Mixed-effects models present a useful comparison case because the underlying model fitting (via lme4) dominates execution time regardless of the wrapper package.
| Package | Function | Notes |
|:--------|:---------|:------|
| summata | fit(..., model_type = "lmer") | Unified interface |
| summata_minimal | fit(..., model_type = "lmer", conf_method = "wald", show_n = FALSE, show_events = FALSE, reference_rows = FALSE, keep_qc_stats = FALSE) | Reduced output |
| finalfit | lmmixed() + fit2df() | Two-step process |
| broom.mixed | tidy() | Minimal extraction |
| gtsummary | tbl_regression() | gt formatting |
knitr::include_graphics("figures/benchmark_mixed.png")
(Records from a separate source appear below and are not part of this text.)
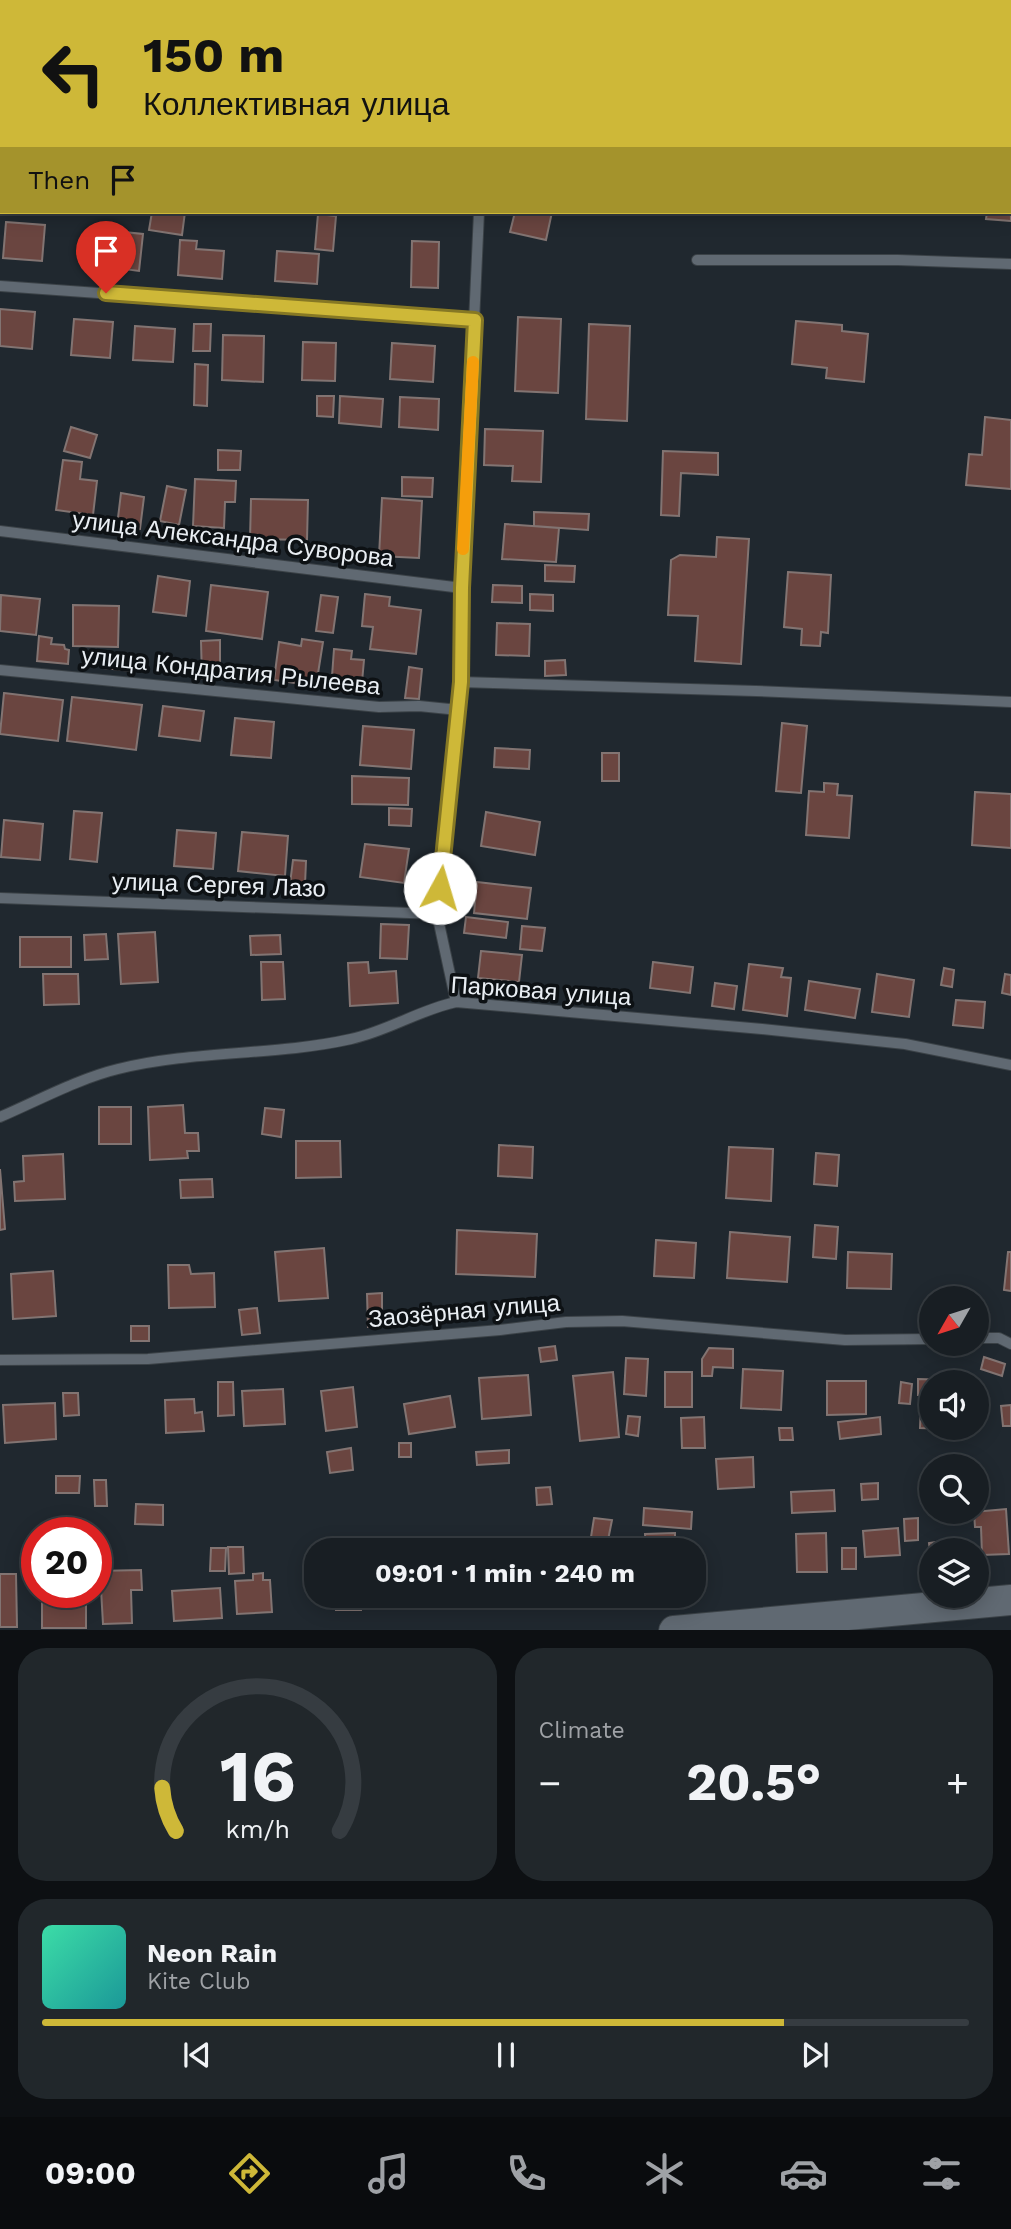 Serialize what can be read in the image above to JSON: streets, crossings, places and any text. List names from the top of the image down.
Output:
{
  "streets": {
    "lane": [
      "улица Александра Суворова",
      "улица Кондратия Рылеева",
      "улица Сергея Лазо",
      "Парковая улица",
      "Заозёрная улица"
    ]
  },
  "north": "bottom left",
  "page": {
    "turn": ["150 m", "Коллективная улица"],
    "then": "Then",
    "limit": "20",
    "trip": "09:01 · 1 min · 240 m",
    "tile": "Climate",
    "heat": ["−", "20.5°", "+"],
    "song": ["Neon Rain", "Kite Club"],
    "tabs": "09:00",
    "gauge": ["16", "km/h"]
  }
} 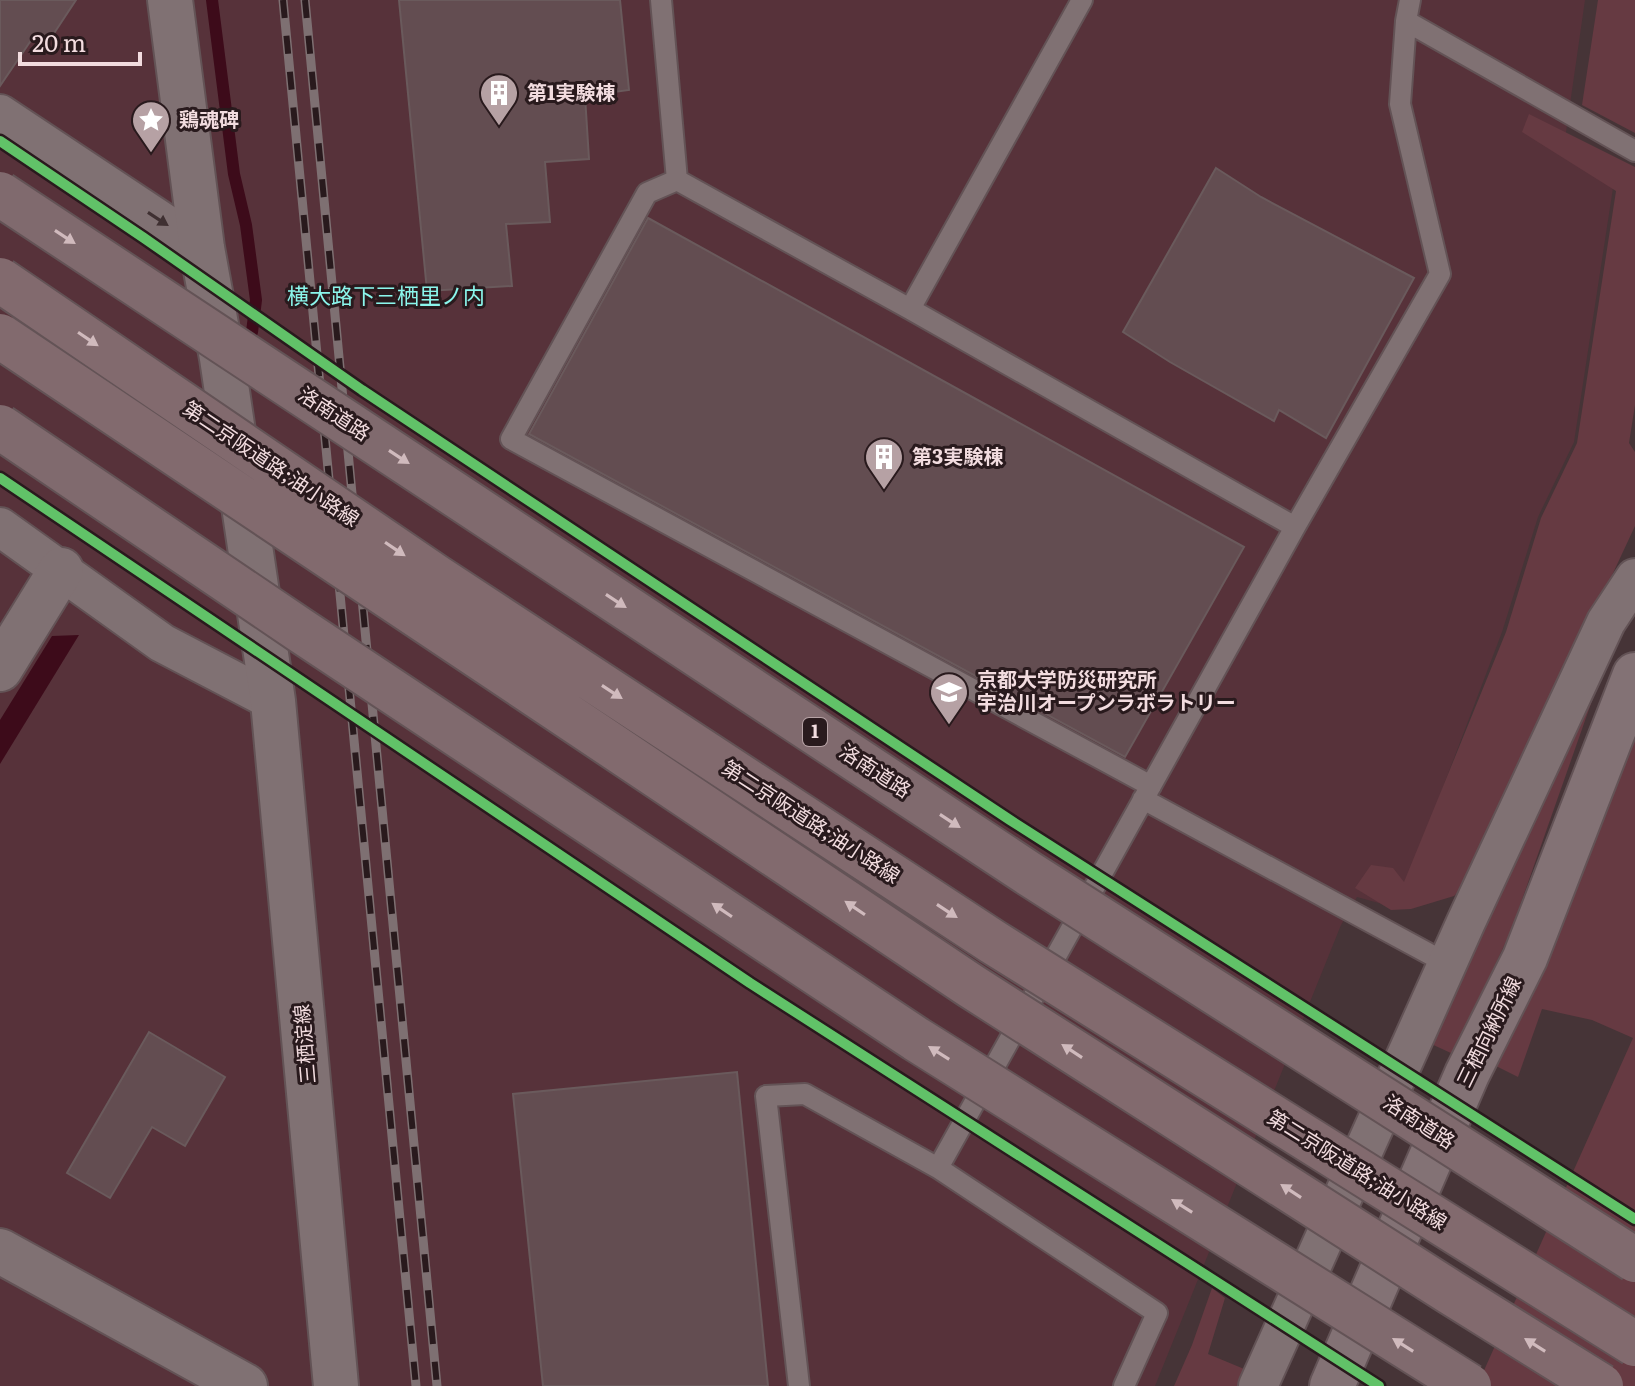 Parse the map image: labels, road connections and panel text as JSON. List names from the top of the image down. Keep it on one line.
{"streets":{"highway":["洛南道路","第二京阪道路;油小路線","1"],"main road":["三栖向納所線"],"street":["三栖淀線"]},"districts":["横大路下三栖里ノ内"],"places":{"building":["第1実験棟","第3実験棟"],"place":["鶏魂碑"],"school or university":["京都大学防災研究所 宇治川オープンラボラトリー"]},"scale_bar":"20 m"} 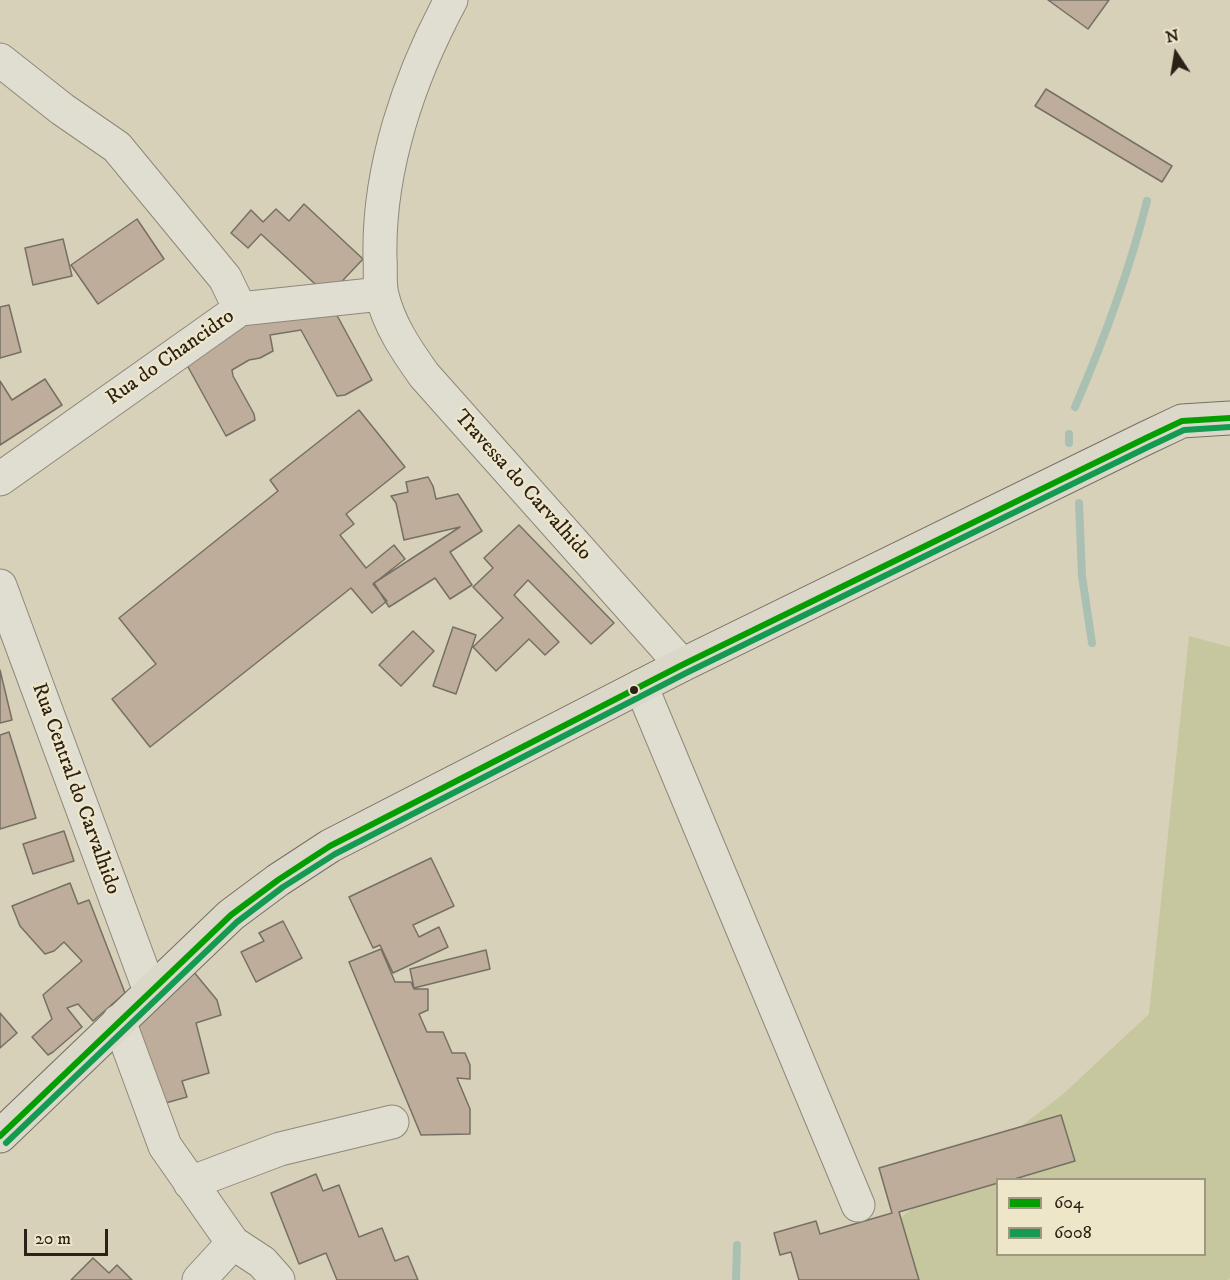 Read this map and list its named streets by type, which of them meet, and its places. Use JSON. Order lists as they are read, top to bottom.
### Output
{
  "streets": {
    "street": ["Rua do Chancidro", "Travessa do Carvalhido", "Rua Central do Carvalhido"]
  },
  "crossings": [
    ["Rua do Chancidro", "Travessa do Carvalhido"]
  ],
  "lines": ["transit line 604", "transit line 6008"],
  "legend": ["604", "6008"],
  "scale_bar": "20 m",
  "north": "top"
}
| Dataset Size | summata_minimal | summata | finalfit | broom | gtsummary |
|:-------------|----------------:|--------:|---------:|------:|----------:|
| n = 500 | 35 ms | 58 ms | 26 ms | 31 ms | 1,141 ms |
| n = 1,000 | 37 ms | 60 ms | 28 ms | 34 ms | 1,133 ms |
| n = 5,000 | 52 ms | 76 ms | 43 ms | 47 ms | 1,185 ms |
The relatively narrow spread among summata, finalfit, and broom reflects the dominance of model fitting time. Differences in wrapper overhead become proportionally less significant as the underlying computation grows.
Univariable screening—fitting separate models for each predictor—provides a test case for operations involving many repeated model fits.
| Package | Function | Notes |
|:--------|:---------|:------|
| summata | uniscreen() | Parallel-capable |
| summata_minimal | uniscreen(..., conf_method = "wald", show_n = FALSE, show_events = FALSE, reference_rows = FALSE) | Wald CIs, reduced output |
| finalfit | glmuni() + fit2df() | Sequential |
| broom | Loop + tidy() | Manual implementation |
| arsenal | modelsum() | Formula interface |
| gtsummary | tbl_uvregression() | gt formatting |
knitr::include_graphics("figures/benchmark_uniscreen.png")
Screening 14 predictors:
| Dataset Size | summata_minimal | summata | finalfit | broom | arsenal | gtsummary |
|:-------------|----------------:|--------:|---------:|------:|--------:|----------:|
| n = 500 | 117 ms | 319 ms | 360 ms | 440 ms | 877 ms | 12,963 ms |
| n = 1,000 | 134 ms | 351 ms | 477 ms | 558 ms | 1,128 ms | 13,025 ms |
| n = 5,000 | 196 ms | 624 ms | 1,763 ms | 1,799 ms | 3,401 ms | 14,001 ms |
The performance gap between summata (default) and summata_minimal is amplified during univariable screening because profile likelihood profiling is repeated for each of the 14 predictor models. All profile-based packages (summata default, finalfit, broom) show comparable performance, as profiling dominates their execution time. With Wald CIs, summata_minimal is the fastest option at all sample sizes, outperforming the next-fastest alternative by 2.6–9.0× due to data.table vectorization and parallel model fitting.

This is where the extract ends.